I recall this is as being a quick and painless procedure. Don’t think sexy thoughts, could get embarrassing very quickly


----------



## allthumbs56 (Jul 24, 2006)

I can't believe I clicked on this thread ........................................... but somehow I felt dragged in


----------



## Electraglide (Jan 24, 2010)

1SweetRide said:


> I recall this is as being a quick and painless procedure.


39 years ago quick, maybe. Painless.....the needle hurt like hell so it took a bit before it got "painless". The shaving (the nurse did that) wasn't exactly pleasant either. My wife was going to do it but she couldn't stop laughing and asking if I wanted my legs done too. The dr. prescribed some T3s with codine for the 'discomfort' I might feel.


----------



## Chitmo (Sep 2, 2013)

Well, sitting in the waiting room anticipating isn’t much fun..... let the good times roll!


----------



## High/Deaf (Aug 19, 2009)

Chitmo said:


> A coworker warned me that it doesn’t work, all it does is change the colour of the baby!


----------



## knight_yyz (Mar 14, 2015)

Bags of frozen peas for when you get home


----------



## Electraglide (Jan 24, 2010)

knight_yyz said:


> Bags of frozen peas for when you get home


You can use them for soup later.


----------



## Chitmo (Sep 2, 2013)

I’m starting to think a 4th kid wound not be so bad....


----------



## player99 (Sep 5, 2019)

It's an abomination.


----------



## knight_yyz (Mar 14, 2015)

I walked home after getting done. The only pain I felt was once. I swear he grabbed a tendon attached to my stomach and yanked on it. I sat up and cursed loud enough to be heard from miles away. Black and blue for a few days and was back to work in 3 days. Light duty obviously


----------



## Chitmo (Sep 2, 2013)




----------



## Electraglide (Jan 24, 2010)

What would you guys do without your damned cell phones.


----------



## laristotle (Aug 29, 2019)




----------



## gtrguy (Jul 6, 2006)

Jesus, you livestreaming the event or what!? Seriously though as others hav said, take it easy... you DO NOT want complications...


----------



## laristotle (Aug 29, 2019)

Electraglide said:


> What would you guys do without your damned cell phones.

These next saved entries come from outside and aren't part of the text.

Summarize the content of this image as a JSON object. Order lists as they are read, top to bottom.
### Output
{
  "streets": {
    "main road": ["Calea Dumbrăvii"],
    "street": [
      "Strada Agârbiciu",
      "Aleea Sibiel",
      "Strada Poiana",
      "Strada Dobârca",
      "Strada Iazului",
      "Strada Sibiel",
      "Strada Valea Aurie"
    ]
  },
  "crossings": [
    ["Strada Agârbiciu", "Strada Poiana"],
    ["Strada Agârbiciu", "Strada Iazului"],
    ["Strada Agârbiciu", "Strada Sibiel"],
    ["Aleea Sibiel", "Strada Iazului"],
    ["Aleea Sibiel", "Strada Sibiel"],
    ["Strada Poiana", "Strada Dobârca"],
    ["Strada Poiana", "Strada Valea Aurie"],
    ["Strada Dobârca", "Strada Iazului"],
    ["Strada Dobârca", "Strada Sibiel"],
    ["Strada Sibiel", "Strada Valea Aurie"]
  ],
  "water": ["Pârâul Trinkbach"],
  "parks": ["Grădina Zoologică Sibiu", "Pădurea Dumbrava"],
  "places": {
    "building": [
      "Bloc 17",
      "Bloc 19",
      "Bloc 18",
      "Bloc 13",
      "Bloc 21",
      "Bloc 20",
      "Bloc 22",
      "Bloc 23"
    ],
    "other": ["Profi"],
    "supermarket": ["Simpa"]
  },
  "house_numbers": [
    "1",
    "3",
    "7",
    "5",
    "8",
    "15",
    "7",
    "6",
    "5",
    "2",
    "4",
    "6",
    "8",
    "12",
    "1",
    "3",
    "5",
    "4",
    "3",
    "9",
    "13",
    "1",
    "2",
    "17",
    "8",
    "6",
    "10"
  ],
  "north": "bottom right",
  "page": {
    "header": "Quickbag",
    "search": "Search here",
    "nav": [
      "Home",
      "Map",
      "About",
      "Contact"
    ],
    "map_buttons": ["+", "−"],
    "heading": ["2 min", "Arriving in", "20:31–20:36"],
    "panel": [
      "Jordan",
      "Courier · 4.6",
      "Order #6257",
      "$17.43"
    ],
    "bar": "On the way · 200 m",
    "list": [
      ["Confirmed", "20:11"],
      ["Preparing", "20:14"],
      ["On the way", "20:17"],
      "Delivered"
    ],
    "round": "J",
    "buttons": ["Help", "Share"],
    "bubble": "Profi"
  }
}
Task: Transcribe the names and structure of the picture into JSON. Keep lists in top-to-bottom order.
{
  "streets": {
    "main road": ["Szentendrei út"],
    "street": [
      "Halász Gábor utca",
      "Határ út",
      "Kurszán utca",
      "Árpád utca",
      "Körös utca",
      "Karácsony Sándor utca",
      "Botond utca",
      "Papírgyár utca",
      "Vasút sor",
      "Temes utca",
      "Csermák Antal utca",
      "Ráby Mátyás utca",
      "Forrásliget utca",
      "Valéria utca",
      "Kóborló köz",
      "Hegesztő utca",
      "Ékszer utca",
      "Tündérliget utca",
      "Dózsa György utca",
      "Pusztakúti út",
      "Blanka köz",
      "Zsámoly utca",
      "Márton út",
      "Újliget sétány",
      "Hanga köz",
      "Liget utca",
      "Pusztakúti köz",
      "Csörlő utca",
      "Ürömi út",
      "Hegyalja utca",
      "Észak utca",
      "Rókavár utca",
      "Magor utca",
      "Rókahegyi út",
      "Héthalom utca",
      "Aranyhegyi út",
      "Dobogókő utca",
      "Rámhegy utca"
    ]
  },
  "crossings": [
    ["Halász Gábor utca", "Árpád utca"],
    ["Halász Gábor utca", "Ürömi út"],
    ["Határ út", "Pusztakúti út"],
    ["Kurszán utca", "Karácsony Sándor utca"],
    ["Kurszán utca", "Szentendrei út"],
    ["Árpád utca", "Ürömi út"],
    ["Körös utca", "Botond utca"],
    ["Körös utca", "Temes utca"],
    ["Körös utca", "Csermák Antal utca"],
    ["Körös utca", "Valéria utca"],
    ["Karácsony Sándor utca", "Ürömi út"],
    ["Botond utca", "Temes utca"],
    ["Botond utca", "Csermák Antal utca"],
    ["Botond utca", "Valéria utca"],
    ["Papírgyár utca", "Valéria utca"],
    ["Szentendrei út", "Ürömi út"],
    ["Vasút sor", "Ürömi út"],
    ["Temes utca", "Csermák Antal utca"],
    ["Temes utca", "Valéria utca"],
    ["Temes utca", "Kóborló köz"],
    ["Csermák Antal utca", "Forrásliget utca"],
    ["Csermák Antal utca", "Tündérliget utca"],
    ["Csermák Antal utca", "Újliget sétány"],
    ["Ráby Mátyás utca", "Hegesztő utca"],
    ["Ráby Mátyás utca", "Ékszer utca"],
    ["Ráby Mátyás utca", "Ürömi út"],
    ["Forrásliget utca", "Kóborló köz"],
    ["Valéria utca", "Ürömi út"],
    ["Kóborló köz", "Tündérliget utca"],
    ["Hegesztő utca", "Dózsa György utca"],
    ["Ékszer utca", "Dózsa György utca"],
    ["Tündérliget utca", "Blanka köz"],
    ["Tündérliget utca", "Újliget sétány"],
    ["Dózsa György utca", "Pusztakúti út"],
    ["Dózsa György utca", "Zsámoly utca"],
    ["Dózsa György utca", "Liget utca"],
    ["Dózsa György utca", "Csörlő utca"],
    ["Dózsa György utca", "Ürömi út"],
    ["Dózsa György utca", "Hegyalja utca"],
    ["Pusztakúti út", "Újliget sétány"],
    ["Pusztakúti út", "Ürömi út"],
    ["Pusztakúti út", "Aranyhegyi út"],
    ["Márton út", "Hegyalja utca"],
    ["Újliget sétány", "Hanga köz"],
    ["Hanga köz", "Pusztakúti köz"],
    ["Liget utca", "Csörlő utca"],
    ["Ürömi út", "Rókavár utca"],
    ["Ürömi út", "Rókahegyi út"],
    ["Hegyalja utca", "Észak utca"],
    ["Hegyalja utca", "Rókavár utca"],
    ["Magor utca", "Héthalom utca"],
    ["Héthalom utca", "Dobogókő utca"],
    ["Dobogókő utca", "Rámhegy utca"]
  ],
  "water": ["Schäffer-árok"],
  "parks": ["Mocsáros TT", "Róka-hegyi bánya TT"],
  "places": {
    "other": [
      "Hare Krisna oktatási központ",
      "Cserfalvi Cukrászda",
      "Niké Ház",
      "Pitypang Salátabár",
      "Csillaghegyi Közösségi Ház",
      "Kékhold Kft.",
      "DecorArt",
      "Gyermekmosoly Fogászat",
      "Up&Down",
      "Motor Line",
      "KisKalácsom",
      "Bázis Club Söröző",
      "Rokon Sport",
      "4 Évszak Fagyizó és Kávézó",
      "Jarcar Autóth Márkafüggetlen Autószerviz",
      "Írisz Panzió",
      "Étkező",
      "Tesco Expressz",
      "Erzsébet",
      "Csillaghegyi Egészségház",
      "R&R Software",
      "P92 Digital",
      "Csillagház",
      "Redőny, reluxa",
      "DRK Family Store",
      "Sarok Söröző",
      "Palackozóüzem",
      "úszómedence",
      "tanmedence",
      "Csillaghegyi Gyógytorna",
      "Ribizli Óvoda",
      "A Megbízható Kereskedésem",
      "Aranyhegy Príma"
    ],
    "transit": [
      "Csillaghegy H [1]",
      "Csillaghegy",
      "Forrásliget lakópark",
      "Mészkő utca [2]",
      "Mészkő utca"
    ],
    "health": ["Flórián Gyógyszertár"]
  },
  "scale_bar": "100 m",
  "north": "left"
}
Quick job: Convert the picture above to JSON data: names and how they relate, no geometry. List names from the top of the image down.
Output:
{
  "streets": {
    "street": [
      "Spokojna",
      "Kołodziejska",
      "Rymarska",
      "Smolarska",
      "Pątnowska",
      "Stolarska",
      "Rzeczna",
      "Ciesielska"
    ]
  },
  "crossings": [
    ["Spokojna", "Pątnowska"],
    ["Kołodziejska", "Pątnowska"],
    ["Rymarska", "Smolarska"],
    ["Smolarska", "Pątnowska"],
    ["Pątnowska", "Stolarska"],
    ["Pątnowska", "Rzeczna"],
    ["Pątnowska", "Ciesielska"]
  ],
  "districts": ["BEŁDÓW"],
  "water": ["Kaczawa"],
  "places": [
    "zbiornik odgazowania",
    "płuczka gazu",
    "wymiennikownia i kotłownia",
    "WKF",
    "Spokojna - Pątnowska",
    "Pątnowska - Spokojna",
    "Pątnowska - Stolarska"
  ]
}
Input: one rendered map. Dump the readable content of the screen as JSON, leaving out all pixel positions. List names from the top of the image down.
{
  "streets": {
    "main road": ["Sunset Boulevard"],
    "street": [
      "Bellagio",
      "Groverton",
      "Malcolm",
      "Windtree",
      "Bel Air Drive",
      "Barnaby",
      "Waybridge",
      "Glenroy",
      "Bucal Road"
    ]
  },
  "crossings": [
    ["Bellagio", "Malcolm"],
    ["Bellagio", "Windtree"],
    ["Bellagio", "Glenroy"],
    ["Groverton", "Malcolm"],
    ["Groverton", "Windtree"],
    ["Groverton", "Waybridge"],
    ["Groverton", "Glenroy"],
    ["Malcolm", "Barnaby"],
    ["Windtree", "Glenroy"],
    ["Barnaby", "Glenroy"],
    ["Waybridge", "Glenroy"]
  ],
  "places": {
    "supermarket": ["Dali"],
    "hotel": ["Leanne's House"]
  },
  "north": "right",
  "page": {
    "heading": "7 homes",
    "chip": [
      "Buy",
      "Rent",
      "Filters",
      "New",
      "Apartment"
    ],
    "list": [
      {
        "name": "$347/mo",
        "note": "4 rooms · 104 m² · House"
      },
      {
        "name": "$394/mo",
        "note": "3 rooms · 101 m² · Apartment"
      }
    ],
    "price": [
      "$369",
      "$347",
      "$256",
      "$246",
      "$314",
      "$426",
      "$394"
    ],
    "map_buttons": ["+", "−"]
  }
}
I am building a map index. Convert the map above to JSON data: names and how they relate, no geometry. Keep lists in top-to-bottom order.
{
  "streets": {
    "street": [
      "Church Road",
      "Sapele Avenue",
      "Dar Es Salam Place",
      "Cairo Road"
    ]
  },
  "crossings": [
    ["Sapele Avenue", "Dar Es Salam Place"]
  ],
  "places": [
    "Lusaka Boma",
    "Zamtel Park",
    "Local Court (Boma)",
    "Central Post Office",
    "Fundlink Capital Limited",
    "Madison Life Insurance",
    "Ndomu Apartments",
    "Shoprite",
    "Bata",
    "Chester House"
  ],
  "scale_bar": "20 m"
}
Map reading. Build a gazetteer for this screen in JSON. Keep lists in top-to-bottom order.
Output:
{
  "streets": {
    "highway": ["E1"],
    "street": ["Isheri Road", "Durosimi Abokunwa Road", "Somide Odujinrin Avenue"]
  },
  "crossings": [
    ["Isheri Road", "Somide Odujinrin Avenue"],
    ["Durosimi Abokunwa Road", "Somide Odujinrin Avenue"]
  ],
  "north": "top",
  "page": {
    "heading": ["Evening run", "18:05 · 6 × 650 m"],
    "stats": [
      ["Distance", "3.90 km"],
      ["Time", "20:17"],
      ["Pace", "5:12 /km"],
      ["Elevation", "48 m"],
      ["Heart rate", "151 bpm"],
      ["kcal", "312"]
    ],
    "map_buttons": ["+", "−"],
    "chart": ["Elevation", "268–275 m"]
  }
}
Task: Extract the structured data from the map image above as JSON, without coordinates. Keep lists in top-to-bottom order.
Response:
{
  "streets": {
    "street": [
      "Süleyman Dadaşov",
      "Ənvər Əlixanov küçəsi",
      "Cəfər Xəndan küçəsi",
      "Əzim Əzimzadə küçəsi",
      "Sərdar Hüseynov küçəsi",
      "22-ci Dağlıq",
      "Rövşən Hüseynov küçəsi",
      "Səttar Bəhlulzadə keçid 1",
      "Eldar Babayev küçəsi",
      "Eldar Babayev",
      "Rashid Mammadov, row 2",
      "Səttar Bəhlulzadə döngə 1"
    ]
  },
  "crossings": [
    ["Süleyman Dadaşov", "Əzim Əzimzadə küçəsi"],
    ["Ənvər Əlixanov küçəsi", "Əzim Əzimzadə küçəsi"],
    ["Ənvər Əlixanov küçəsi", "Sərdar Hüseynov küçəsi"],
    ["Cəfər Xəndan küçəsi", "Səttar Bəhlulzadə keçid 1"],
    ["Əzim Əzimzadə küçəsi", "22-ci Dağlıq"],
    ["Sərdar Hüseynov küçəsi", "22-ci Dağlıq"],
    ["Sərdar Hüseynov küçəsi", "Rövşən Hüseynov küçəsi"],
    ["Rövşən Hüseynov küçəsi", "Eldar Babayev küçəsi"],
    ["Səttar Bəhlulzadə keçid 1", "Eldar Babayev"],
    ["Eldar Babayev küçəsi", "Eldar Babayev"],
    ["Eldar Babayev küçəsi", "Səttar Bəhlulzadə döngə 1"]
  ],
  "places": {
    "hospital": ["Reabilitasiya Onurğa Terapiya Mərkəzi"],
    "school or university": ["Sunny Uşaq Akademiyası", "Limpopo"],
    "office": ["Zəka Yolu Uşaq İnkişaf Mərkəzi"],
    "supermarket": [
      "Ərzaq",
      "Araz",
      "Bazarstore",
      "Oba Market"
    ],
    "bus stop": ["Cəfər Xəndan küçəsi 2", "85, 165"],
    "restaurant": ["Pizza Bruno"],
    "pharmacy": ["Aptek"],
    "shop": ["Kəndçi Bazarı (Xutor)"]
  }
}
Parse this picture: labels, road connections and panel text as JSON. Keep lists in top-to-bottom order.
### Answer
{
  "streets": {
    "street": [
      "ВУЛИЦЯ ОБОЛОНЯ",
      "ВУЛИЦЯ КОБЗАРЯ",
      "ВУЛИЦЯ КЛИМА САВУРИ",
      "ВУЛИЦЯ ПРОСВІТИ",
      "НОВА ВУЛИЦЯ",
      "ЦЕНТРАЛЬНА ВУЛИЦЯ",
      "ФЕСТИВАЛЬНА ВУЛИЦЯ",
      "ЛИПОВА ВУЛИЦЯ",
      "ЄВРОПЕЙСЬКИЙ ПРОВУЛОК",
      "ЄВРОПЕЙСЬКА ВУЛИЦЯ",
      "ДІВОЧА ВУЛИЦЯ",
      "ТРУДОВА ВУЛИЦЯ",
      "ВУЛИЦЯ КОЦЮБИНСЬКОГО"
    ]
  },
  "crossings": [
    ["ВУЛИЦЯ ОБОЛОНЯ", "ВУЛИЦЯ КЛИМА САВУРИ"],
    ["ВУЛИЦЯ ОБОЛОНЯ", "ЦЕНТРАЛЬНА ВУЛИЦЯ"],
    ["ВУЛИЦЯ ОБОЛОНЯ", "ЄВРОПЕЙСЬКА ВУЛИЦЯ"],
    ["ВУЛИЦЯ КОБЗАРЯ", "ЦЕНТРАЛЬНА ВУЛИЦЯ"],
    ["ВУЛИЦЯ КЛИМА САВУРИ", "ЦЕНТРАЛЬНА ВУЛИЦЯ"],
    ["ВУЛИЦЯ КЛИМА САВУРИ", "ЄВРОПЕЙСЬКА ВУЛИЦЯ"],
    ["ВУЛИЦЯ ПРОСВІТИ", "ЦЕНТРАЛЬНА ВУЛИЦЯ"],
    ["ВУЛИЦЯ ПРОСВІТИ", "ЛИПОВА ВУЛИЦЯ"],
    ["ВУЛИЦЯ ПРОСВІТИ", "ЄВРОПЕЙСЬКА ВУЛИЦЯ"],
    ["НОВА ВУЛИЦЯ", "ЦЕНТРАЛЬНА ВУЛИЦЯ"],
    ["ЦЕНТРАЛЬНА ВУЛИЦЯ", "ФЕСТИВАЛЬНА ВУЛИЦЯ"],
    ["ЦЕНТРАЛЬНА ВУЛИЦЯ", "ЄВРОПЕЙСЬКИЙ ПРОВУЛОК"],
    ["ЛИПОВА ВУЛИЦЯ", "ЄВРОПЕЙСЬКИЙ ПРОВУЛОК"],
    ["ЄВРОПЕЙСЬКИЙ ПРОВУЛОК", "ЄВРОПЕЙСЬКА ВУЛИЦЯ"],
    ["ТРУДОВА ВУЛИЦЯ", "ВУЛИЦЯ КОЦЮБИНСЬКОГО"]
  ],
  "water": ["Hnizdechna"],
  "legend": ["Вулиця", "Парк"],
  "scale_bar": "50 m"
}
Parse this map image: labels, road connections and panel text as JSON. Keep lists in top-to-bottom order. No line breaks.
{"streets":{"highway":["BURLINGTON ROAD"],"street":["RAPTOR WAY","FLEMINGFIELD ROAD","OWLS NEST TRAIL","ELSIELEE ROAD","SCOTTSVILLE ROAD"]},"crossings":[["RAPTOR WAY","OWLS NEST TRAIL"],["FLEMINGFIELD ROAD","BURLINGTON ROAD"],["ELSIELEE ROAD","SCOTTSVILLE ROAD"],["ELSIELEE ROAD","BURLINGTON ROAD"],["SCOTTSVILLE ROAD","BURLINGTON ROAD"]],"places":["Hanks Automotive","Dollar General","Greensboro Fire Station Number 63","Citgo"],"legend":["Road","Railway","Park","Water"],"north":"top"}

One last tug before the scissors?


----------



## allthumbs56 (Jul 24, 2006)

Chitmo said:


> View attachment 270654


Hobbit feet!


----------



## colchar (May 22, 2010)

Chitmo said:


> Other than hiding from my kids for a day, any recommendations for a speedy recovery?



You should probably avoid rubbing one off for a few days at least.


----------



## 1SweetRide (Oct 25, 2016)

Chitmo said:


> View attachment 270654


Lol, apparently you forgot to shave your toes.


----------



## mhammer (Nov 30, 2007)

It's not the shaving, it's the itching that follows.


----------



## Chitmo (Sep 2, 2013)

At home again, view is better here!


----------



## reckless toboggan (Mar 9, 2019)




----------



## SaucyJack (Mar 8, 2017)

lol... this is probably the best thread I've seen since I joined.


----------



## Jim DaddyO (Mar 20, 2009)

I would recommend skipping the after shave part of the ritual.


----------



## player99 (Sep 5, 2019)

It's a slippery slope. First you stop sperm production. Then the hormones for a year. Then they turn your penis into a vagina and your transformation is complete.


----------



## oldjoat (Apr 4, 2019)

and finally ... they make you left handed !


----------



## reckless toboggan (Mar 9, 2019)

oldjoat said:


> and finally ... they make you left handed !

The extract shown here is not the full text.